*Problem to work on*. From the very first line of the records through the line that contains "font-size:20px; font-weight:400; color:var(--muted)", repeat everything exactly except the pictures, and add nothing.

[Recorded data]

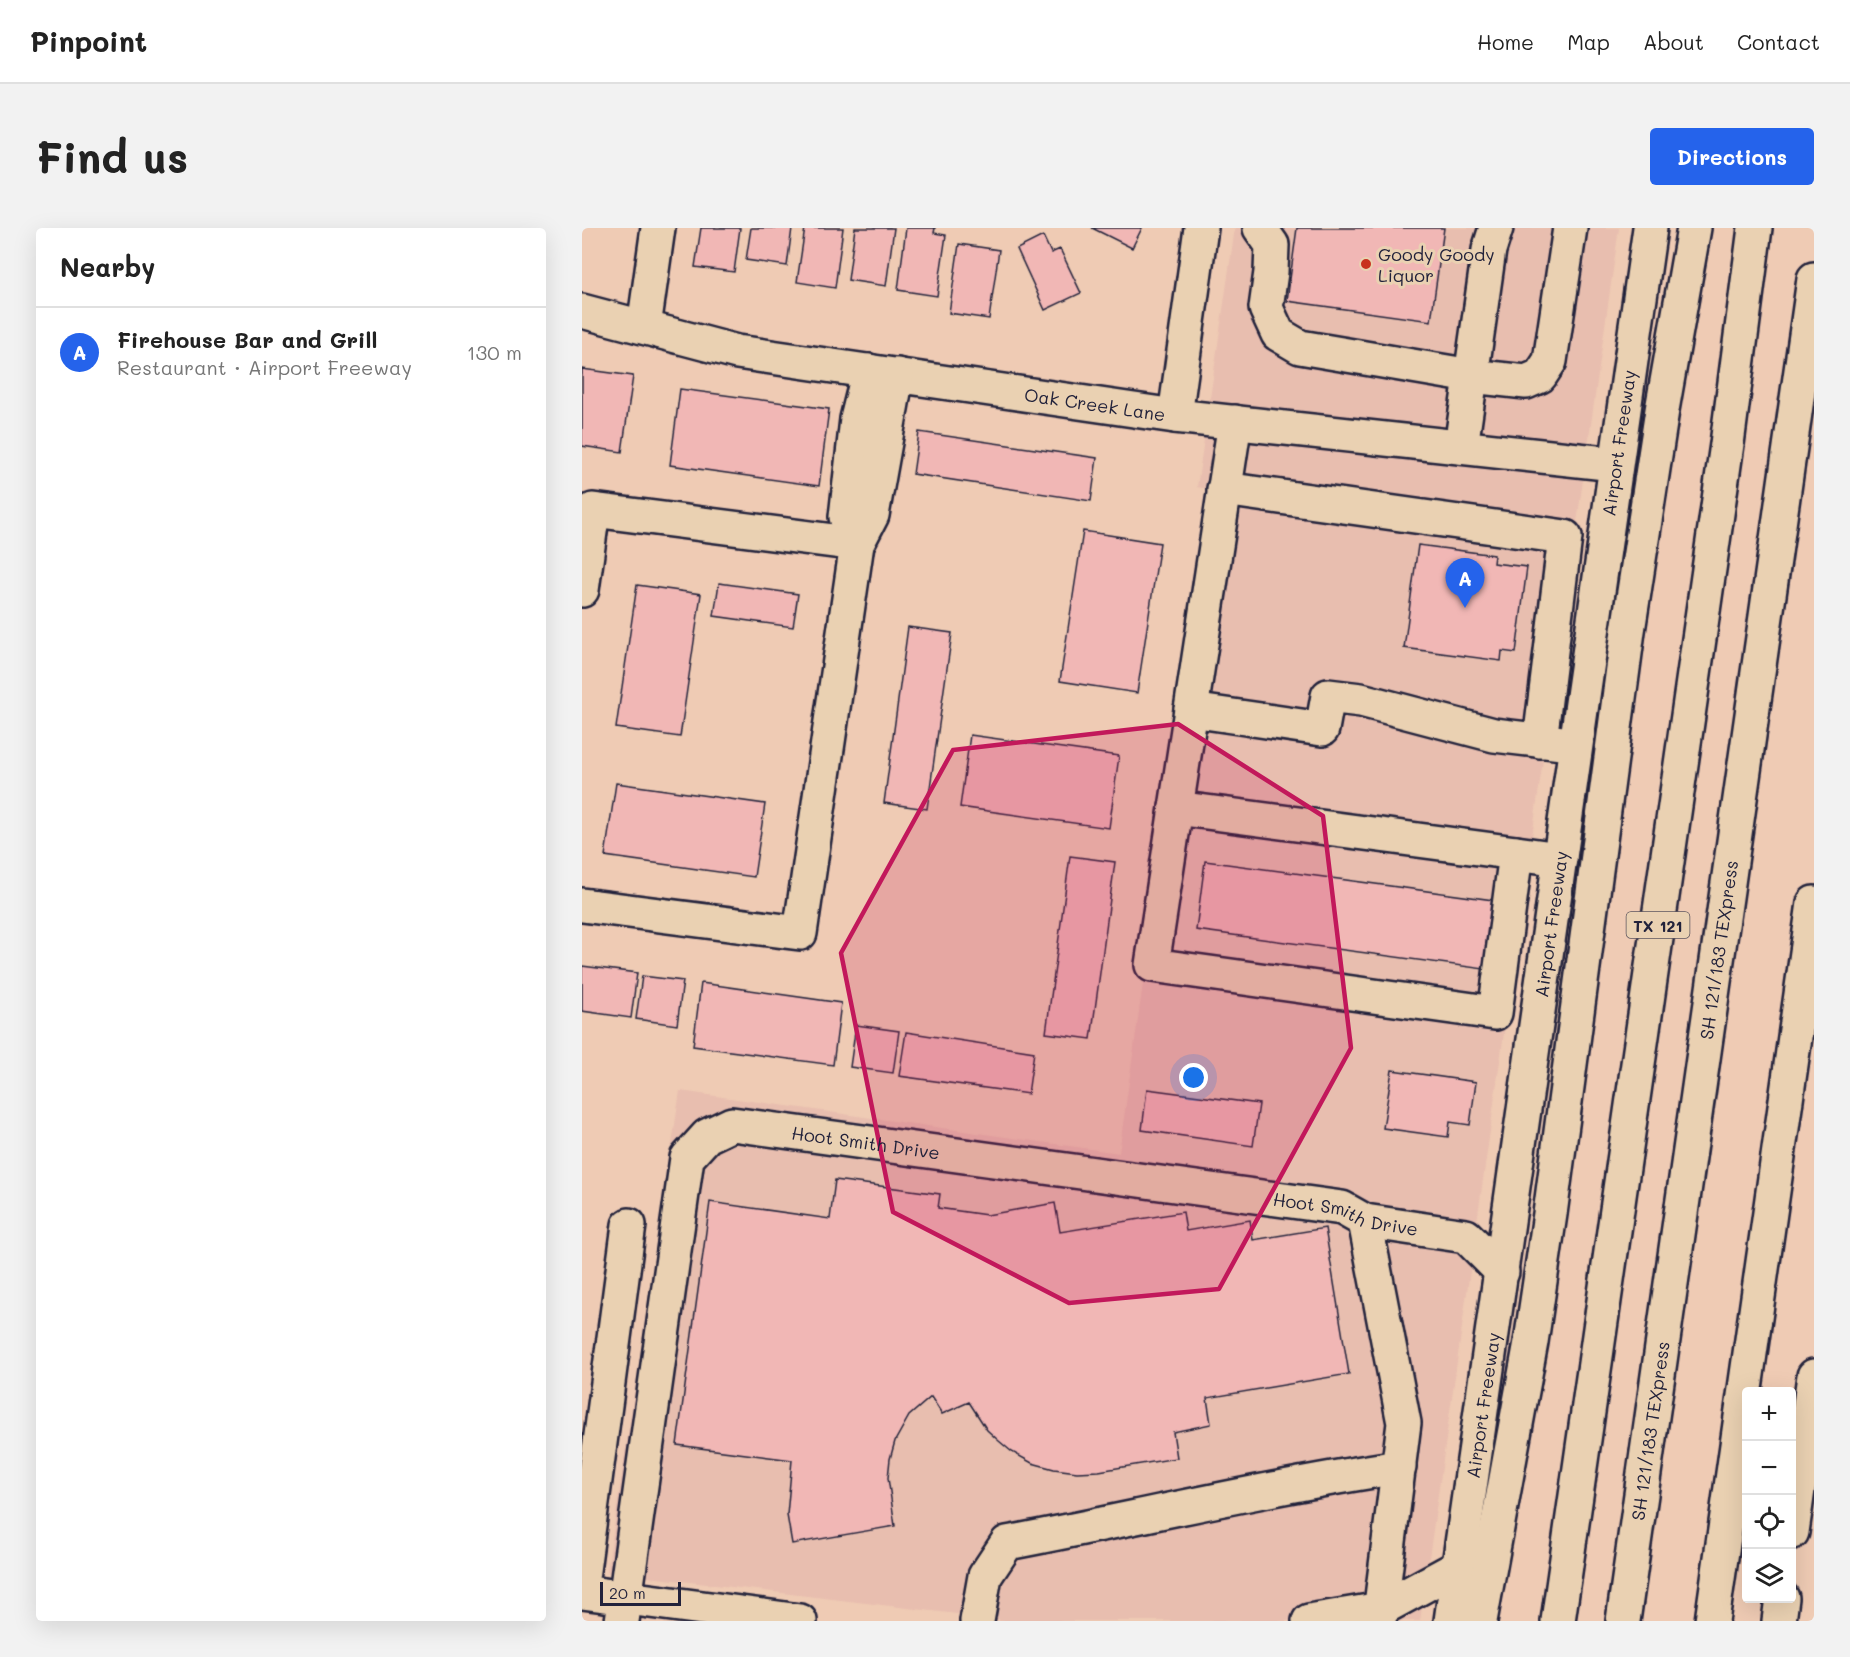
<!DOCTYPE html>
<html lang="en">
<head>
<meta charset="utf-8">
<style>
	:root { --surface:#fff; --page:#f2f2f2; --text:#222; --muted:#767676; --line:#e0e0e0; --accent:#2563eb }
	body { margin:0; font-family:Mali,sans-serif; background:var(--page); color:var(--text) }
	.controls { position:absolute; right:18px; bottom:18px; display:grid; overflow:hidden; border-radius:6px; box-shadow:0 6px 24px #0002 }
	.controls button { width:54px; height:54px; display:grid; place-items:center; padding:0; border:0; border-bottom:2px solid var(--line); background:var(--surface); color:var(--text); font:30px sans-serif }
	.scale { position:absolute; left:18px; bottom:15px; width:81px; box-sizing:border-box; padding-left:6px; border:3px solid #22223b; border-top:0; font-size:16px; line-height:21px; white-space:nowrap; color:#22223b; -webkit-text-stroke:4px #ead1b2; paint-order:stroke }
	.you { position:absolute; left:612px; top:850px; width:21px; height:21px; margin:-15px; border:4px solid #fff; border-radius:50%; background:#1a73e8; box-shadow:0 0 0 9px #1a73e833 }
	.badge { display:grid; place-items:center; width:39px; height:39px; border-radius:50%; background:var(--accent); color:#fff; font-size:20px; font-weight:700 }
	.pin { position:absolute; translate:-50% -50px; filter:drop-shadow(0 2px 3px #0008) }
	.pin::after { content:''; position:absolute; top:32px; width:21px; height:18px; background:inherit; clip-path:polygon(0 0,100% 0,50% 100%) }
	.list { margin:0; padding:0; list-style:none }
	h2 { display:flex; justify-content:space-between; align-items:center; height:78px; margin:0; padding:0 24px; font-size:26px }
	h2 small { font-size:20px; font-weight:400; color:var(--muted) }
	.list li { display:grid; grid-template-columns:39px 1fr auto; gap:18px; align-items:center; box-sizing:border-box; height:90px; padding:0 24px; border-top:2px solid var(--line) }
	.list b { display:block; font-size:22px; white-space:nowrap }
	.list p { margin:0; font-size:20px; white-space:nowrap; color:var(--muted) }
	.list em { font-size:20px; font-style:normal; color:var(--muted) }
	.icon { flex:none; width:33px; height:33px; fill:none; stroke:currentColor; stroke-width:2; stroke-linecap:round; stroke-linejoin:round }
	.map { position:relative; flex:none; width:1232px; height:1393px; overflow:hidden; border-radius:6px }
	header { display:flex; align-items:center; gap:36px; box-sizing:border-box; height:84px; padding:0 30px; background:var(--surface); border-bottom:2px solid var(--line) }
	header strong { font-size:28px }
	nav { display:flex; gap:33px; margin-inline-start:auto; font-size:21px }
	.intro { display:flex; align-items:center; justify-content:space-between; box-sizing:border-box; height:144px; padding:0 36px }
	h1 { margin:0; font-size:42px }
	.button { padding:15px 27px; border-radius:6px; background:var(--accent); color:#fff; font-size:21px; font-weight:700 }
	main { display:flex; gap:36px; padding:0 36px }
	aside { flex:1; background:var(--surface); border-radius:6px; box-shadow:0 6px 24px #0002 }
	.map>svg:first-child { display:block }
</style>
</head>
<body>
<header>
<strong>Pinpoint</strong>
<nav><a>Home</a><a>Map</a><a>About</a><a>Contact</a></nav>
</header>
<div class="intro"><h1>Find us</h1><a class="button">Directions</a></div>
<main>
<aside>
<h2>Nearby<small></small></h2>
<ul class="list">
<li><span class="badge">A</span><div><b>Firehouse Bar and Grill</b><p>Restaurant · Airport Freeway</p></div><em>130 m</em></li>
</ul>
</aside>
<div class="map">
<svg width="1232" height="1393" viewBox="0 0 1232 1393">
	<rect width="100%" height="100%" fill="#efcbb4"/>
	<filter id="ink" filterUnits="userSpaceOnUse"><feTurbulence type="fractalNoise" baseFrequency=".0167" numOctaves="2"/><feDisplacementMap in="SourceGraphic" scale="12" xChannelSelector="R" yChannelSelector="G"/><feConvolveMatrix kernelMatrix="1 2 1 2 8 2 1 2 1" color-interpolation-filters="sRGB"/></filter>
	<g filter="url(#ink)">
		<!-- built -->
		<path fill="#e8beaf" d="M653,0H1037L838,1393H417V1391L25,1344L98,863L537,925L631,262L615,259Z"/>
		<!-- building -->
		<path fill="#f1b7b5" stroke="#22223b" stroke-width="1.5" d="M119,0H158L152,44L113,39Z
			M169,0H210L205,38L164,32Z
			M223,0H261L253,60L215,54Z
			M273,0H312L304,58L266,52Z
			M324,0H353L352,5L364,7L355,68L316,62Z
			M510,0H560L550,20Z
			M715,0H862L849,93L705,73Z
			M461,8L469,25L478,21L499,65L463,82L435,21Z
			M377,16L417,22L407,91L367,85Z
			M0,141L51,148L40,224L0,218Z
			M98,161L247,181L237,258L88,237Z
			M337,204L515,230L509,273L331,246Z
			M501,303L578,315L555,465L478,453Z
			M836,317L912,327L911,335L945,339L934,425L920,423L919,433L822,420Z
			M137,355L216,366L211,399L132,388Z
			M55,357L119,366L98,509L34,500Z
			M326,399L370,405L345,581L302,575Z
			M388,507L537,528L527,600L378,579Z
			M34,555L183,576L172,649L23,628Z
			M488,628L533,634L509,811L464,805Z
			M623,633L911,672L902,741L614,702Z
			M0,738L55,745L49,790L0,783Z
			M60,748L101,753L95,797L54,791Z
			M119,755L259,775L251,837L111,818Z
			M274,797L317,803L311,845L268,839Z
			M324,804L452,824L446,866L317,848Z
			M810,842L894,854L888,897L868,894L866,909L801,900Z
			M565,861L677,876L671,918L560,902Z
			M253,952L358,966L356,980L405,987L473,975L478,1004L601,984L604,1003L668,992L671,1012L743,1000L767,1146L625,1170L629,1196L591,1204L595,1230L517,1243L495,1244L472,1241L450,1235L430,1224L417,1213L405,1202L387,1174L360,1186L349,1169L327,1188L313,1213L308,1231L306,1250L313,1298L210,1316L205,1287L210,1232L95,1217L128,974L248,991Z"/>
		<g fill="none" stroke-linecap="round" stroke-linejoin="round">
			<defs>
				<g id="minor">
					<path d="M678,0L690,17L689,44L684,80L696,106L718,119L889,148L944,154L958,148L968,133L988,0"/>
					<path id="s1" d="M0,83L155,124L593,188L1033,236"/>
					<path d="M62,99L76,0"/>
					<path d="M593,188L619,0"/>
					<path d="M653,194L570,737L913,785L934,625L978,631"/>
					<path d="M879,219L907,22L914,0"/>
					<path d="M642,261L983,309L958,513"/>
					<path d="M275,316L264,289L275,191L287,143"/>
					<path d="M0,362L11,282L275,316"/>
					<path d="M609,482L740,501L746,468L779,472L912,507L980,515"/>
					<path d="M594,580L934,625"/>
					<path d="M0,677L218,705L275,316L290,287L315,147"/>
					<path d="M783,993L822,1195L797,1393"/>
					<path d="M0,1350L47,997"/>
					<path d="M0,1364L218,1393"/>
					<path id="s2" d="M40,1393L105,930L125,908L150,896L760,980L783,993L884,1008L920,1044"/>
					<path d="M395,1393L403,1348L425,1315C556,1290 685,1259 817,1239"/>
					<path d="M727,1393L799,1381L878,1338"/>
				</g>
				<g id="major">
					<path id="s3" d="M869,1393C939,929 999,464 1068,0"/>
				</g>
				<g id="highway">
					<path d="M1210,1304L1232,1148"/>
					<path d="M898,1393L949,1114L968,986L1046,403L1080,182L1112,0"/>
					<path d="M976,1393L1145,216L1173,0"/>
					<path id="s4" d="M1041,1393L1232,51"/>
					<path d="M1130,1393L1232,675"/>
					<path d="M1197,1393L1200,1370"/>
				</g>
			</defs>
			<!-- minor casing -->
			<use href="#minor" stroke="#22223b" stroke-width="38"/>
			<!-- major casing -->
			<use href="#major" stroke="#22223b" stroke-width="38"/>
			<!-- highway casing -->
			<use href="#highway" stroke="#22223b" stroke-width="38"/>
			<!-- minor -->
			<use href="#minor" stroke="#ead1b2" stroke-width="33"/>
			<!-- major -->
			<use href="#major" stroke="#ead1b2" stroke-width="33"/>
			<!-- highway -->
			<use href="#highway" stroke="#ead1b2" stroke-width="33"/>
		</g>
	</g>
	<!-- marked area -->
	<path fill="#c2185b" fill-opacity="0.2" stroke="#c2185b" stroke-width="4.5" stroke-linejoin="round" d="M596,496L741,588L769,820L637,1061L487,1075L311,984L259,725L371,522Z"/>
	<!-- markers -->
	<circle fill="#c8321e" stroke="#ead1b2" stroke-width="2" cx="784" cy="36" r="6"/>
	<g text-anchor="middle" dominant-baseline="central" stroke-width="6" stroke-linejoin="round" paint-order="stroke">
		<!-- shield labels -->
		<rect fill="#ead1b2" stroke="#5e565f" stroke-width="1.5" x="1044.5" y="684" width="63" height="26" rx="4.5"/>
		<g font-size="16" font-weight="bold" fill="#22223b">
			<text x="1076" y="697">TX 121</text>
		</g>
		<!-- poi labels -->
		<g font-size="18" fill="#22223b" stroke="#ead1b2" text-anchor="start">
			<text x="796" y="26">Goody Goody<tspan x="796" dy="21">Liquor</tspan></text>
		</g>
		<!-- street labels -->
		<g font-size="18" fill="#22223b" stroke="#ead1b2">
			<text stroke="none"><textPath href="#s1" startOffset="522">Oak Creek Lane</textPath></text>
			<text stroke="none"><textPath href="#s3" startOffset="1190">Airport Freeway</textPath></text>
			<text stroke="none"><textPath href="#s3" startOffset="704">Airport Freeway</textPath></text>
			<text stroke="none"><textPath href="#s4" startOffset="678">SH 121/183 TEXpress</textPath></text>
			<text stroke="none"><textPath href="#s2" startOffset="660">Hoot Smith Drive</textPath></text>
			<text stroke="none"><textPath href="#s2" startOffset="1146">Hoot Smith Drive</textPath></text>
			<text stroke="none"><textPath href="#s3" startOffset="218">Airport Freeway</textPath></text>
			<text stroke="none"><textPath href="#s4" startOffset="192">SH 121/183 TEXpress</textPath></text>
		</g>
	</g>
</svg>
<div class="controls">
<button>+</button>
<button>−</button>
<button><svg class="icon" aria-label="locate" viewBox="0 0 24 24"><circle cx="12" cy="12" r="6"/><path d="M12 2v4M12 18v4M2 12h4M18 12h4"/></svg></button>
<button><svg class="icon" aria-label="layers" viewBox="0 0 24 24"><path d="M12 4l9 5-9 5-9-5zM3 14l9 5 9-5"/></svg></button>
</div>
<div class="scale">20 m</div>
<div class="you"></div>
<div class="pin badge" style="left:883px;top:380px">A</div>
</div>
</main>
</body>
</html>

[/Recorded data]

*Problem solution*.
<!DOCTYPE html>
<html lang="en">
<head>
<meta charset="utf-8">
<style>
	:root { --surface:#fff; --page:#f2f2f2; --text:#222; --muted:#767676; --line:#e0e0e0; --accent:#2563eb }
	body { margin:0; font-family:Mali,sans-serif; background:var(--page); color:var(--text) }
	.controls { position:absolute; right:18px; bottom:18px; display:grid; overflow:hidden; border-radius:6px; box-shadow:0 6px 24px #0002 }
	.controls button { width:54px; height:54px; display:grid; place-items:center; padding:0; border:0; border-bottom:2px solid var(--line); background:var(--surface); color:var(--text); font:30px sans-serif }
	.scale { position:absolute; left:18px; bottom:15px; width:81px; box-sizing:border-box; padding-left:6px; border:3px solid #22223b; border-top:0; font-size:16px; line-height:21px; white-space:nowrap; color:#22223b; -webkit-text-stroke:4px #ead1b2; paint-order:stroke }
	.you { position:absolute; left:612px; top:850px; width:21px; height:21px; margin:-15px; border:4px solid #fff; border-radius:50%; background:#1a73e8; box-shadow:0 0 0 9px #1a73e833 }
	.badge { display:grid; place-items:center; width:39px; height:39px; border-radius:50%; background:var(--accent); color:#fff; font-size:20px; font-weight:700 }
	.pin { position:absolute; translate:-50% -50px; filter:drop-shadow(0 2px 3px #0008) }
	.pin::after { content:''; position:absolute; top:32px; width:21px; height:18px; background:inherit; clip-path:polygon(0 0,100% 0,50% 100%) }
	.list { margin:0; padding:0; list-style:none }
	h2 { display:flex; justify-content:space-between; align-items:center; height:78px; margin:0; padding:0 24px; font-size:26px }
	h2 small { font-size:20px; font-weight:400; color:var(--muted) }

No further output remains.